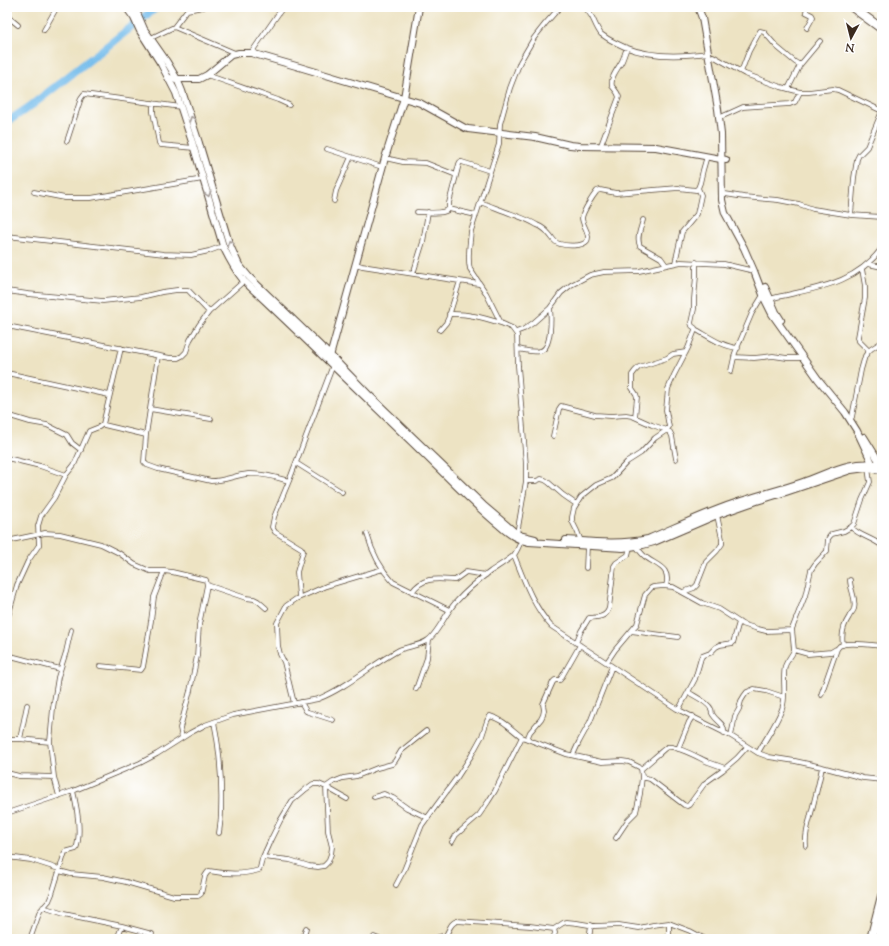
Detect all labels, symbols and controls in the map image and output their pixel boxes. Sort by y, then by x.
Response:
north arrow [831,18,871,58]
text: N [844,38,856,56]
one-way arrow [188,116,196,123]
one-way arrow [203,191,212,198]
one-way arrow [226,240,234,247]

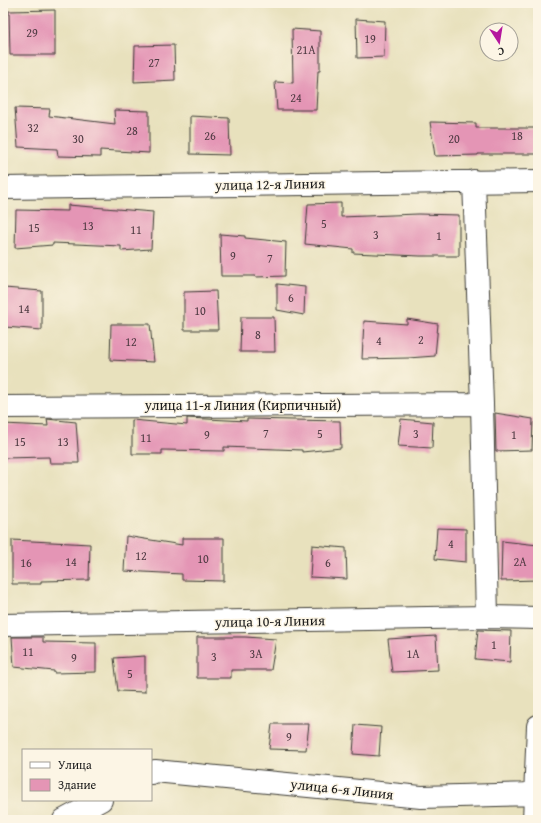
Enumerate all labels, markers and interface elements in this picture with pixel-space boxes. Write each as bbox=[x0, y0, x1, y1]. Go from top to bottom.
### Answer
north arrow bbox=[479, 22, 519, 62]
house number: 29 bbox=[26, 24, 38, 41]
house number: 19 bbox=[364, 30, 376, 47]
house number: 21А bbox=[297, 41, 316, 58]
text: С bbox=[496, 43, 506, 60]
house number: 27 bbox=[148, 54, 160, 71]
house number: 24 bbox=[290, 89, 302, 106]
house number: 32 bbox=[27, 119, 39, 136]
house number: 28 bbox=[126, 122, 138, 139]
house number: 26 bbox=[204, 127, 216, 144]
house number: 18 bbox=[511, 127, 523, 144]
house number: 30 bbox=[72, 130, 84, 147]
house number: 20 bbox=[448, 130, 460, 147]
street label: улица 12-я Линия bbox=[214, 173, 325, 195]
house number: 5 bbox=[321, 215, 327, 232]
house number: 13 bbox=[82, 217, 94, 234]
house number: 15 bbox=[28, 219, 40, 236]
house number: 11 bbox=[130, 221, 142, 238]
house number: 3 bbox=[373, 226, 379, 243]
house number: 1 bbox=[436, 227, 442, 244]
house number: 9 bbox=[230, 247, 236, 264]
house number: 7 bbox=[267, 250, 273, 267]
house number: 6 bbox=[288, 289, 294, 306]
house number: 14 bbox=[18, 300, 30, 317]
house number: 10 bbox=[194, 302, 206, 319]
house number: 8 bbox=[255, 326, 261, 343]
house number: 2 bbox=[418, 331, 424, 348]
house number: 4 bbox=[376, 332, 382, 349]
house number: 12 bbox=[125, 333, 137, 350]
street label: улица 11-я Линия (Кирпичный) bbox=[144, 395, 341, 415]
house number: 7 bbox=[263, 425, 269, 442]
house number: 5 bbox=[317, 425, 323, 442]
house number: 3 bbox=[413, 425, 419, 442]
house number: 9 bbox=[204, 426, 210, 443]
house number: 1 bbox=[511, 426, 517, 443]
house number: 11 bbox=[140, 429, 152, 446]
house number: 15 bbox=[14, 433, 26, 450]
house number: 13 bbox=[57, 433, 69, 450]
house number: 4 bbox=[448, 535, 454, 552]
house number: 12 bbox=[135, 547, 147, 564]
house number: 10 bbox=[197, 550, 209, 567]
house number: 14 bbox=[65, 553, 77, 570]
house number: 2А bbox=[513, 553, 527, 570]
house number: 16 bbox=[20, 554, 32, 571]
house number: 6 bbox=[325, 554, 331, 571]
street label: улица 10-я Линия bbox=[214, 610, 325, 632]
house number: 1 bbox=[491, 636, 497, 653]
house number: 11 bbox=[22, 643, 34, 660]
house number: 3А bbox=[249, 645, 263, 662]
house number: 1А bbox=[406, 645, 420, 662]
house number: 3 bbox=[211, 648, 217, 665]
house number: 9 bbox=[71, 649, 77, 666]
house number: 5 bbox=[127, 665, 133, 682]
house number: 9 bbox=[286, 728, 292, 745]
legend bbox=[22, 749, 152, 801]
text: Улица bbox=[58, 756, 92, 773]
street label: улица 6-я Линия bbox=[289, 774, 394, 804]
text: Здание bbox=[58, 776, 97, 793]

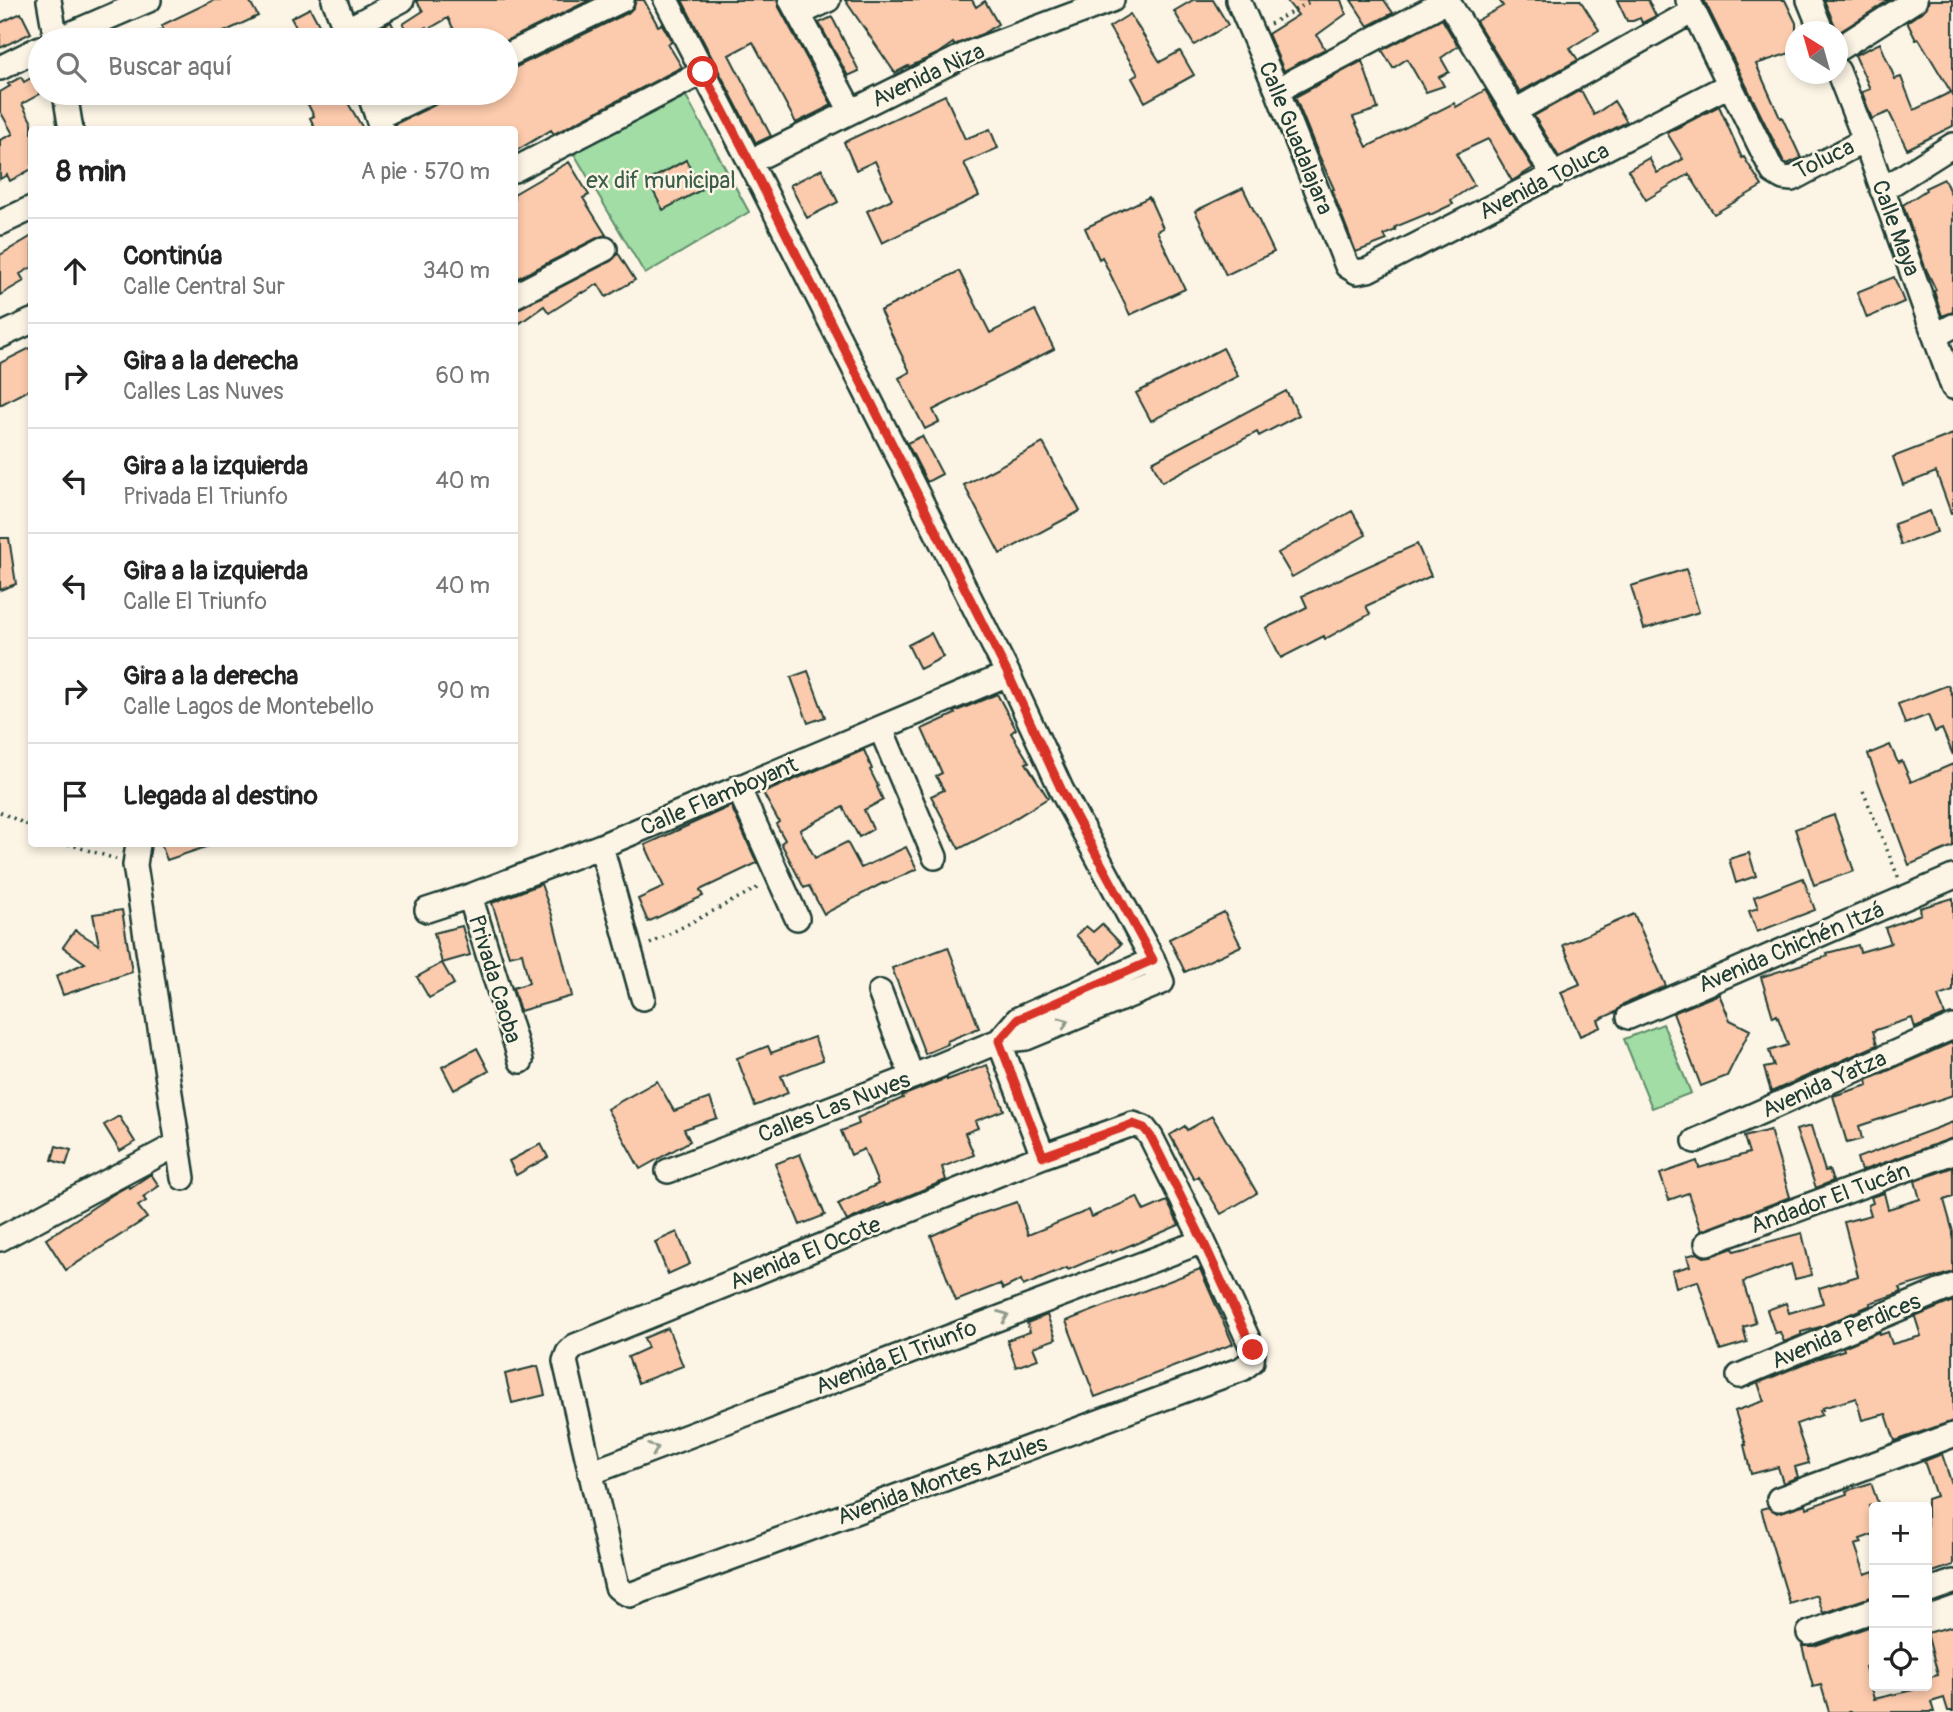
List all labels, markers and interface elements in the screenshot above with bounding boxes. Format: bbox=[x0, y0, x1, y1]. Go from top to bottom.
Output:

....

Your copy should match every record exactly and contain no pictures.

Detect all labels, symbols and controls in the map image and output their pixel boxes. Sort by y, then by x.
Response:
north arrow [831,18,871,58]
text: N [844,38,856,56]
one-way arrow [188,116,196,123]
one-way arrow [203,191,212,198]
one-way arrow [226,240,234,247]

Enumerate all labels, markers and interface elements in this picture with pixel-space boxes. Write each as bbox=[x0, y0, x1, y1]. Go from top to bottom.
### Answer
north arrow bbox=[479, 22, 519, 62]
house number: 29 bbox=[26, 24, 38, 41]
house number: 19 bbox=[364, 30, 376, 47]
house number: 21А bbox=[297, 41, 316, 58]
text: С bbox=[496, 43, 506, 60]
house number: 27 bbox=[148, 54, 160, 71]
house number: 24 bbox=[290, 89, 302, 106]
house number: 32 bbox=[27, 119, 39, 136]
house number: 28 bbox=[126, 122, 138, 139]
house number: 26 bbox=[204, 127, 216, 144]
house number: 18 bbox=[511, 127, 523, 144]
house number: 30 bbox=[72, 130, 84, 147]
house number: 20 bbox=[448, 130, 460, 147]
street label: улица 12-я Линия bbox=[214, 173, 325, 195]
house number: 5 bbox=[321, 215, 327, 232]
house number: 13 bbox=[82, 217, 94, 234]
house number: 15 bbox=[28, 219, 40, 236]
house number: 11 bbox=[130, 221, 142, 238]
house number: 3 bbox=[373, 226, 379, 243]
house number: 1 bbox=[436, 227, 442, 244]
house number: 9 bbox=[230, 247, 236, 264]
house number: 7 bbox=[267, 250, 273, 267]
house number: 6 bbox=[288, 289, 294, 306]
house number: 14 bbox=[18, 300, 30, 317]
house number: 10 bbox=[194, 302, 206, 319]
house number: 8 bbox=[255, 326, 261, 343]
house number: 2 bbox=[418, 331, 424, 348]
house number: 4 bbox=[376, 332, 382, 349]
house number: 12 bbox=[125, 333, 137, 350]
street label: улица 11-я Линия (Кирпичный) bbox=[144, 395, 341, 415]
house number: 7 bbox=[263, 425, 269, 442]
house number: 5 bbox=[317, 425, 323, 442]
house number: 3 bbox=[413, 425, 419, 442]
house number: 9 bbox=[204, 426, 210, 443]
house number: 1 bbox=[511, 426, 517, 443]
house number: 11 bbox=[140, 429, 152, 446]
house number: 15 bbox=[14, 433, 26, 450]
house number: 13 bbox=[57, 433, 69, 450]
house number: 4 bbox=[448, 535, 454, 552]
house number: 12 bbox=[135, 547, 147, 564]
house number: 10 bbox=[197, 550, 209, 567]
house number: 14 bbox=[65, 553, 77, 570]
house number: 2А bbox=[513, 553, 527, 570]
house number: 16 bbox=[20, 554, 32, 571]
house number: 6 bbox=[325, 554, 331, 571]
street label: улица 10-я Линия bbox=[214, 610, 325, 632]
house number: 1 bbox=[491, 636, 497, 653]
house number: 11 bbox=[22, 643, 34, 660]
house number: 3А bbox=[249, 645, 263, 662]
house number: 1А bbox=[406, 645, 420, 662]
house number: 3 bbox=[211, 648, 217, 665]
house number: 9 bbox=[71, 649, 77, 666]
house number: 5 bbox=[127, 665, 133, 682]
house number: 9 bbox=[286, 728, 292, 745]
legend bbox=[22, 749, 152, 801]
text: Улица bbox=[58, 756, 92, 773]
street label: улица 6-я Линия bbox=[289, 774, 394, 804]
text: Здание bbox=[58, 776, 97, 793]

List all labels, markers and interface elements in the screenshot above with bounding boxes. Format: bbox=[x0, y0, x1, y1]. Go from top to bottom.
Output:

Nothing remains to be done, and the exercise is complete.